Aku tersenyum, bukan, ini senyum dimana kamu menaikkan salah satu ujung bibir. Bagiku, itu teks yang bisa didengar. Aku seperti bisa mendengar suaranya yang tengil menyombongkan dirinya. Tapi harus kuakui pilihannya bagus, jadi aku membiarkannya kali ini.
Zaq membantuku memilih penginapan di Jogja. Ia mencari yang dekat dengan penginapannya. Tempat ini kurasa jauh dari peradaban, begitu kataku setelah sampai di stasiun Brambanan. Zaq menjawab, "di pinggir jalan kok tempatnya." Rasanya aku ingin berkata, "YA SEMUA TEMPAT JUGA ADA DI PINGGIR JALAN." Maksudku, bahkan rumahku yang berada di pinggiran kota pun juga berada di pinggir jalan. Ada jalan di depan rumahku dan itu lah alasan mengapa kami bisa bertransportasi!
Oke.
Sekarang pukul lima lewat sedikit, hampir pukul enam. Aku menyerah untuk tidur dan memutuskan untuk mandi. Aku akan bertemu Zaq sekitar pukul setengah delapan, jadi apa guna tidur jika hanya satu dua jam?
Sebelum ia datang ke tempat janji kita bertemu, aku sudah berulang kali melihat kaca dan memastikan seperti apa penampilanku. Ha, lihatlah, sejak kapan aku peduli pada hal seperti ini? Tentu saja sejak sekarang :D . Melihat pantulanku di kaca, aku mencoba membuat gambaran seperti apa aku akan menyapanya nanti. Kurasa aku bisa melakukannya dengan tenang dan tersenyum secara alami. Chill.

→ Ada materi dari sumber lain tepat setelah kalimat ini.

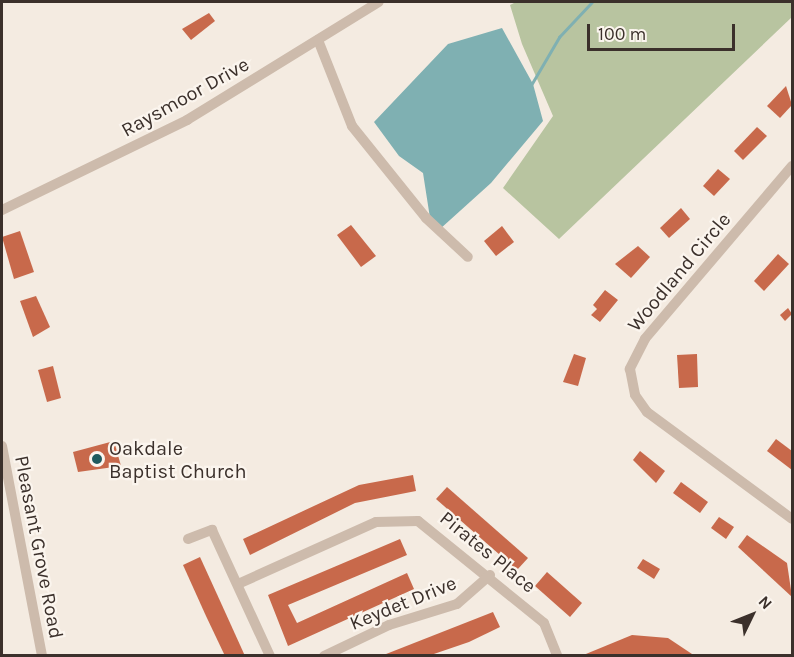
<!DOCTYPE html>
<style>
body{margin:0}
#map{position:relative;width:794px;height:657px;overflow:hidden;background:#f4ebe1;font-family:Karla,sans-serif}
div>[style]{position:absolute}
.green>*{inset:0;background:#b8c4a0}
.water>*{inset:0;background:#7fb0b2}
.stream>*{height:3px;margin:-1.5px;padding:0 1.5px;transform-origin:1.5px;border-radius:1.5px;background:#7fb0b2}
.building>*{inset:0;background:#c8694b}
.minor>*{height:10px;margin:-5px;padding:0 5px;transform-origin:5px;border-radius:5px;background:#cdbbac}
.dots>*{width:16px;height:16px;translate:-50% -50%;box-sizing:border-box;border:3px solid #fbf5ee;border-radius:50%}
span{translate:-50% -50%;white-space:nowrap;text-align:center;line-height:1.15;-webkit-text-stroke:4.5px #fbf5ee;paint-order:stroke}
.street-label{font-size:20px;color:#3b302b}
.poi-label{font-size:20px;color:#3b302b}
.left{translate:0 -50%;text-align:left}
.frame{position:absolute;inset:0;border:3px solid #3b302b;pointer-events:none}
.north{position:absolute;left:722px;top:585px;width:60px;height:60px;-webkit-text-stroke:4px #fbf5ee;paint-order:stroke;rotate:47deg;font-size:16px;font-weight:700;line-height:24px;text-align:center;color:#3b302b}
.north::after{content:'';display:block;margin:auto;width:21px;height:27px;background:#3b302b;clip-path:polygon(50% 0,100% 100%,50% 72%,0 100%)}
.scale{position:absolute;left:587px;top:24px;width:148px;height:27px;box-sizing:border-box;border:3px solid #3b302b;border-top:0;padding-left:8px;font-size:18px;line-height:21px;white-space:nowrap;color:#3b302b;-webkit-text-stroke:4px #fbf5ee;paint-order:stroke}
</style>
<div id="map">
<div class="green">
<i style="clip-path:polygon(516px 2px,792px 2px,792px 17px,559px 239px,503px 188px,553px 116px,522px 44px,510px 5px)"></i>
</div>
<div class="water">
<i style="clip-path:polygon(502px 28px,533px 84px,543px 121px,491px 183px,440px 229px,430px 218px,423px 173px,399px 156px,374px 122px,448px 44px)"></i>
</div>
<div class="stream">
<i style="left:531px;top:85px;width:56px;rotate:-59.7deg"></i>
<i style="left:559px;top:37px;width:48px;rotate:-46.7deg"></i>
</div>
<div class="building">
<i style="clip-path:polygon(209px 13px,215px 21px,191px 40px,182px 29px)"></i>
<i style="clip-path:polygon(786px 86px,792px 105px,780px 118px,767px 106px)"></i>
<i style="clip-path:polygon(757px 127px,767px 136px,743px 160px,734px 151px)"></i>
<i style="clip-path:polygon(718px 169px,730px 179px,714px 196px,703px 186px)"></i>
<i style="clip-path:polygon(681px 208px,690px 219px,669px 238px,660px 228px)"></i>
<i style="clip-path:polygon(351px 225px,376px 256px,361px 267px,337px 235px)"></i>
<i style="clip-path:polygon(502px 226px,514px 242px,496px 256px,484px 241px)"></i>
<i style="clip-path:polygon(20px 231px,34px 272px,14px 279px,2px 237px)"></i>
<i style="clip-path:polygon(638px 246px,650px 257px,631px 278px,615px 264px)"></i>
<i style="clip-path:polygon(778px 254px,789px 264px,764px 291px,754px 281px)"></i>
<i style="clip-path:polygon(605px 290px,618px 300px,600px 322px,591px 315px,597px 309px,593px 305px)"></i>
<i style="clip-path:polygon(36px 296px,50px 327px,33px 337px,20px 301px)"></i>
<i style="clip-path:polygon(788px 308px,792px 314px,785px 321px,780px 315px)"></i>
<i style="clip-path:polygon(574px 354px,586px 358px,578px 386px,563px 382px)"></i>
<i style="clip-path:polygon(697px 354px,698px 387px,679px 388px,677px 355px)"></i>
<i style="clip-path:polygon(53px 366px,61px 398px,47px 402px,38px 370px)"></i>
<i style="clip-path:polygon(776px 439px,792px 451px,792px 470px,767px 451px)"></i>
<i style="clip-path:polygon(114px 441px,121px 466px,78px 472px,73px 452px)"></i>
<i style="clip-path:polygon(640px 451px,665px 471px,656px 483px,633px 460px)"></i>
<i style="clip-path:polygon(413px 475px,416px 491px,355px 503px,250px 555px,243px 539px,359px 485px)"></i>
<i style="clip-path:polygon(681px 482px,708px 502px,700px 513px,673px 493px)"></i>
<i style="clip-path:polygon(447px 487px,528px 558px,517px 570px,436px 499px)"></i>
<i style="clip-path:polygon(719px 517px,734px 527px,726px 539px,711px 528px)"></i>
<i style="clip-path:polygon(747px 535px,787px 563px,792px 597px,738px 547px)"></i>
<i style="clip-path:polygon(400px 539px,407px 555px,288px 605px,297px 623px,407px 573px,414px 589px,288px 646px,268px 595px)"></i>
<i style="clip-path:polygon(200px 557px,221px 603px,245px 656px,225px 656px,206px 616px,183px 565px)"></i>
<i style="clip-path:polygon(643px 559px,660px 569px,654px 579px,637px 568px)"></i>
<i style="clip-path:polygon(547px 572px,582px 603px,570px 617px,535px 586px)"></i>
<i style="clip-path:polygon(493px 612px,500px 627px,469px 642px,428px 656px,381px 656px)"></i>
<i style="clip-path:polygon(632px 635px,668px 638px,695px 656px,581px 656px)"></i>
</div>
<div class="minor">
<i style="left:318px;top:40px;width:92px;rotate:68.4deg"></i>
<i style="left:352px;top:126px;width:118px;rotate:51.2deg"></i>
<i style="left:426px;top:218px;width:57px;rotate:42.9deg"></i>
<i style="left:792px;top:166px;width:227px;rotate:130.4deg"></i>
<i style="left:645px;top:339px;width:34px;rotate:117deg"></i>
<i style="left:630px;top:369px;width:26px;rotate:79deg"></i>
<i style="left:635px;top:395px;width:21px;rotate:55deg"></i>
<i style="left:647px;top:412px;width:180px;rotate:36.4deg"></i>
<i style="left:2px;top:210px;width:206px;rotate:-25.9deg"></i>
<i style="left:187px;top:120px;width:225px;rotate:-31.6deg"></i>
<i style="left:2px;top:446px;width:214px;rotate:79.2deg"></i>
<i style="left:188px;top:539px;width:26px;rotate:-21deg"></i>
<i style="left:212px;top:530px;width:139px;rotate:65.3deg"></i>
<i style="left:238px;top:584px;width:151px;rotate:-24.2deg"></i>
<i style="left:376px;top:522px;width:42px;rotate:-1.4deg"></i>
<i style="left:418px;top:521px;width:162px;rotate:39deg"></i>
<i style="left:544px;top:623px;width:35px;rotate:68deg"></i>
<i style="left:324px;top:656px;width:72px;rotate:-25.5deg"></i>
<i style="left:389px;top:625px;width:71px;rotate:-17.2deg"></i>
<i style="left:457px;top:604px;width:44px;rotate:-41.3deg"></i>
</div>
<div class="dots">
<i style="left:97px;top:459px;background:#1f5a5e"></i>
</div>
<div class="street-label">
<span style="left:185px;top:97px;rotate:-29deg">Raysmoor Drive</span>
<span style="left:679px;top:272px;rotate:-50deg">Woodland Circle</span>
<span style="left:39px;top:547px;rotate:79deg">Pleasant Grove Road</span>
<span style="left:488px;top:552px;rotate:39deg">Pirates Place</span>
<span style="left:403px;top:603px;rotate:-22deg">Keydet Drive</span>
</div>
<div class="poi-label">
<span class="left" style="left:109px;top:460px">Oakdale<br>Baptist Church</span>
</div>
<div class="frame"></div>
<div class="north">N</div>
<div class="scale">100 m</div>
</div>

Tapi semua usahaku itu ternyata langsung menjadi tidak ada gunanya begitu Zaq membuka pintu dan wajahnya menyembul sambil tersenyum. Apakah anak ini tidak tahu bahwa dirinya adalah asal muasal aku tidak tidur semalaman? Ia muncul, nyengir, dan tampak lebih tenang dariku.
Aku menyapanya, lalu ia memelukku singkat sambil menepuk punggungku. Peluk jenis ini namanya adalah peluk dahak bayi, begitu istilah dari Zaq. Istilah lainnya adalah peluk bela sungkawa karena biasanya orang akan memeluk sambil menepuk punggung sambil berkata, "turut berduka cita."

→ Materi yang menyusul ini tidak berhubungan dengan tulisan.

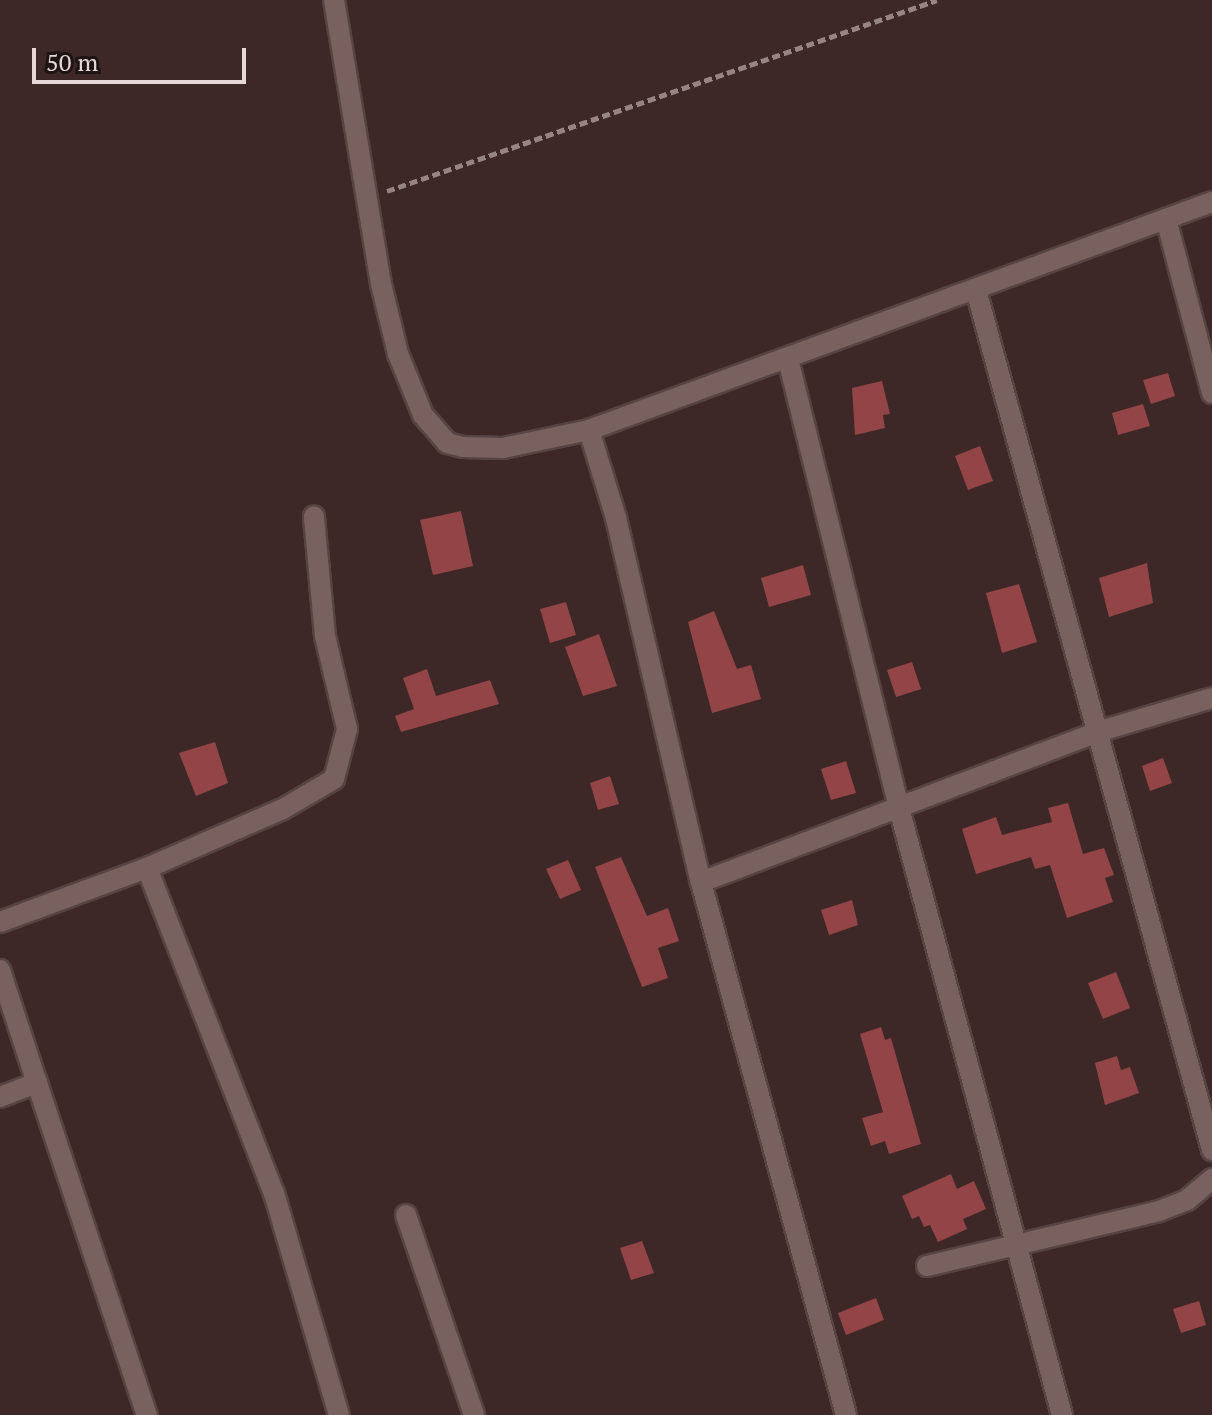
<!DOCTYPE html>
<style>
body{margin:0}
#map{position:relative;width:1212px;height:1415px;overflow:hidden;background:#3d2827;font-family:"PT Serif",serif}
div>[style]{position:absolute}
.building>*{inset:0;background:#924446}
.path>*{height:5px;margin-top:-2.5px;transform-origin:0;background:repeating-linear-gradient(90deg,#968584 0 8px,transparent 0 12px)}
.roads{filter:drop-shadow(2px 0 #564444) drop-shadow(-2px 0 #564444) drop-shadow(0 2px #564444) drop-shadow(0 -2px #564444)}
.minor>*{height:20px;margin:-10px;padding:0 10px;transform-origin:10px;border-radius:10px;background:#796160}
span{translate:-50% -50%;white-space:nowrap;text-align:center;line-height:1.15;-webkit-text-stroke:6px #1d1413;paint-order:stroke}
.scale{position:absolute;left:32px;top:48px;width:214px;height:36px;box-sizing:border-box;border:4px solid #e7d8d8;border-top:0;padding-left:10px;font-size:24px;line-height:28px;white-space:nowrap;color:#e7d8d8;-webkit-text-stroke:6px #1d1413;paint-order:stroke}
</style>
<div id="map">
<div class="building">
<i style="clip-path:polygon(1168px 373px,1175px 396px,1151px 404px,1143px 380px)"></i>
<i style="clip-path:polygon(882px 381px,890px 414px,883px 415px,885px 428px,855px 435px,852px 388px)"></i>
<i style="clip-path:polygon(1143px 404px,1150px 426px,1118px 435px,1112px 413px)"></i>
<i style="clip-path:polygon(980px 446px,993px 481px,968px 490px,955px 456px)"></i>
<i style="clip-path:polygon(461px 511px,473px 566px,433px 575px,420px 520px)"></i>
<i style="clip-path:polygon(1147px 563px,1153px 603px,1109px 617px,1099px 578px)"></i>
<i style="clip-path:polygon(803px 565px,811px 595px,769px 607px,761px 578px)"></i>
<i style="clip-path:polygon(1019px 584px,1037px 642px,1002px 653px,986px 593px)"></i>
<i style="clip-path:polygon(566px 602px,576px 635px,550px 643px,540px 609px)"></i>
<i style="clip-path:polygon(714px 611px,737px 669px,751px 665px,761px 699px,712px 713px,688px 622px)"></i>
<i style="clip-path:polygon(599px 634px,617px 686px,583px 696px,565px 647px)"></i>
<i style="clip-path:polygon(912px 662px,921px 689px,896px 697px,887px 670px)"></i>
<i style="clip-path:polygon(427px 669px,436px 696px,490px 680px,499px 704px,401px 732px,395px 716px,414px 709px,403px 678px)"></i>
<i style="clip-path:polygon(215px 742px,228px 783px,196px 796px,179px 753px)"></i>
<i style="clip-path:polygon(1163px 758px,1172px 783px,1150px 791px,1142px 766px)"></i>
<i style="clip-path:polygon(846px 761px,856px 793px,831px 800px,821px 769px)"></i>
<i style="clip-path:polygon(610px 776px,619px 804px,598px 810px,590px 783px)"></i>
<i style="clip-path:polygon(1068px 803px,1083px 854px,1104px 848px,1114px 875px,1105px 878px,1113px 902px,1067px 918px,1050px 865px,1035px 869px,1031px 857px,976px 874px,962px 829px,996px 817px,1002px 835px,1052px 822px,1048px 808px)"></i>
<i style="clip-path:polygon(621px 857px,647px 916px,668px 908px,679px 941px,658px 948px,668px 978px,642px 987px,595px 867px)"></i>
<i style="clip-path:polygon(568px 860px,581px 890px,560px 899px,546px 869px)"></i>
<i style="clip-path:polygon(852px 900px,858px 925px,829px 935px,821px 910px)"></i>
<i style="clip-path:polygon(1116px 972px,1130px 1008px,1103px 1019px,1088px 983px)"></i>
<i style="clip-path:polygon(881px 1027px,885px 1040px,891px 1038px,921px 1144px,889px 1154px,885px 1141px,871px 1146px,862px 1118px,883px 1112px,860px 1034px)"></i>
<i style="clip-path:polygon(1117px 1056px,1121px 1070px,1130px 1067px,1139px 1093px,1105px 1105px,1095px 1063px)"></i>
<i style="clip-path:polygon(951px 1174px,957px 1189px,974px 1181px,986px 1209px,963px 1219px,967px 1229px,938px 1242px,930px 1225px,924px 1227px,919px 1216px,912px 1219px,902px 1196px)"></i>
<i style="clip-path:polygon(642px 1241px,654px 1273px,631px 1280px,620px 1248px)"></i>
<i style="clip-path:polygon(876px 1298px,884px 1320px,846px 1335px,838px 1313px)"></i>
<i style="clip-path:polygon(1199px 1301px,1206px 1325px,1181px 1333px,1173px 1309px)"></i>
</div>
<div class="path">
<i style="left:387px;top:191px;width:582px;rotate:-19.15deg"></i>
</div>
<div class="roads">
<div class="minor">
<i style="left:334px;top:0;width:288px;rotate:80.6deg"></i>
<i style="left:381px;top:284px;width:72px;rotate:76.3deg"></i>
<i style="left:398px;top:354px;width:66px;rotate:67.7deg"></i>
<i style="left:423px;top:415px;width:37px;rotate:49deg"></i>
<i style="left:447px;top:443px;width:16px;rotate:14deg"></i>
<i style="left:463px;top:447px;width:40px;rotate:1.4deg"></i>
<i style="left:503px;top:448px;width:88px;rotate:-11.8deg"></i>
<i style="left:589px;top:430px;width:663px;rotate:-20.1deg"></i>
<i style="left:1166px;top:219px;width:180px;rotate:75.2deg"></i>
<i style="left:976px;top:290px;width:892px;rotate:74.65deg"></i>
<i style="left:788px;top:359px;width:463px;rotate:76.1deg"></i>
<i style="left:899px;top:808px;width:629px;rotate:74.97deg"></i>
<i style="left:589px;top:430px;width:92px;rotate:72.9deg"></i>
<i style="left:616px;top:518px;width:374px;rotate:76.9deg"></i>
<i style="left:701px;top:882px;width:552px;rotate:74.78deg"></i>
<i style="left:147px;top:868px;width:349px;rotate:68.7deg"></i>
<i style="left:274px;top:1193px;width:231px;rotate:73.7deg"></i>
<i style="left:701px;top:882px;width:423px;rotate:-20.7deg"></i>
<i style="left:1097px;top:732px;width:120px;rotate:-16.5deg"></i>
<i style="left:0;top:922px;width:157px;rotate:-20.2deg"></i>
<i style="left:147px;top:868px;width:148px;rotate:-23.5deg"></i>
<i style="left:283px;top:809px;width:59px;rotate:-30.5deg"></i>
<i style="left:334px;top:779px;width:52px;rotate:-75.4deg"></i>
<i style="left:347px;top:729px;width:96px;rotate:-103.3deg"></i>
<i style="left:325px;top:636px;width:120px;rotate:-95.3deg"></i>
<i style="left:0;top:970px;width:119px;rotate:71.9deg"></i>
<i style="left:0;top:1097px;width:40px;rotate:-21deg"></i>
<i style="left:37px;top:1083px;width:350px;rotate:71.7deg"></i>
<i style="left:406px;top:1215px;width:211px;rotate:71.2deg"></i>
<i style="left:927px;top:1266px;width:238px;rotate:-13.3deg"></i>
<i style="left:1159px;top:1211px;width:30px;rotate:-21deg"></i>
<i style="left:1187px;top:1200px;width:33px;rotate:-40deg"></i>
</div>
</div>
<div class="scale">50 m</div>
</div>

Tapi aku tidak sedang berduka cita. Aku bersuka cita. Hehe. Ralat lagi, aku malu!
Aku menutup wajahku dengan kedua tangan karena Zaq terus melihatku sambil tersenyum. Bahkan ia tetap tersenyum setelah meletakkan tas dan mengeluarkan wafer dari dalam tasnya. Kenapa anak tengil ini bisa terlihat sangat santai?
Setelah sembilan tahun, kami bertemu.
Aku masih menutup wajahku dengan tangan, "aku malu, Zaq. KENAPA KAMU NGELIATIN TERUS?"
Zaq duduk di sebelahku, tertawa, "emangnya aku ngga boleh liatin kamu?"
"Jangan senyum-senyum!"
Zaq tertawa dan kurasa ia anak yang mudah untuk tertawa atau tersenyum, "ya aku seneng bisa ketemu kamu."
Aku mengumpulkan keberanian untuk melepaskan kedua tangan dari wajahku untuk menatap Zaq. Begitu aku melakukannya, Zaq malah melepas kacamatanya sambil tersenyum. Tentu saja dia sengaja melakukannya untuk menjailiku karena dulu aku tidak bisa menatap matanya jika ia tidak pakai kacamata.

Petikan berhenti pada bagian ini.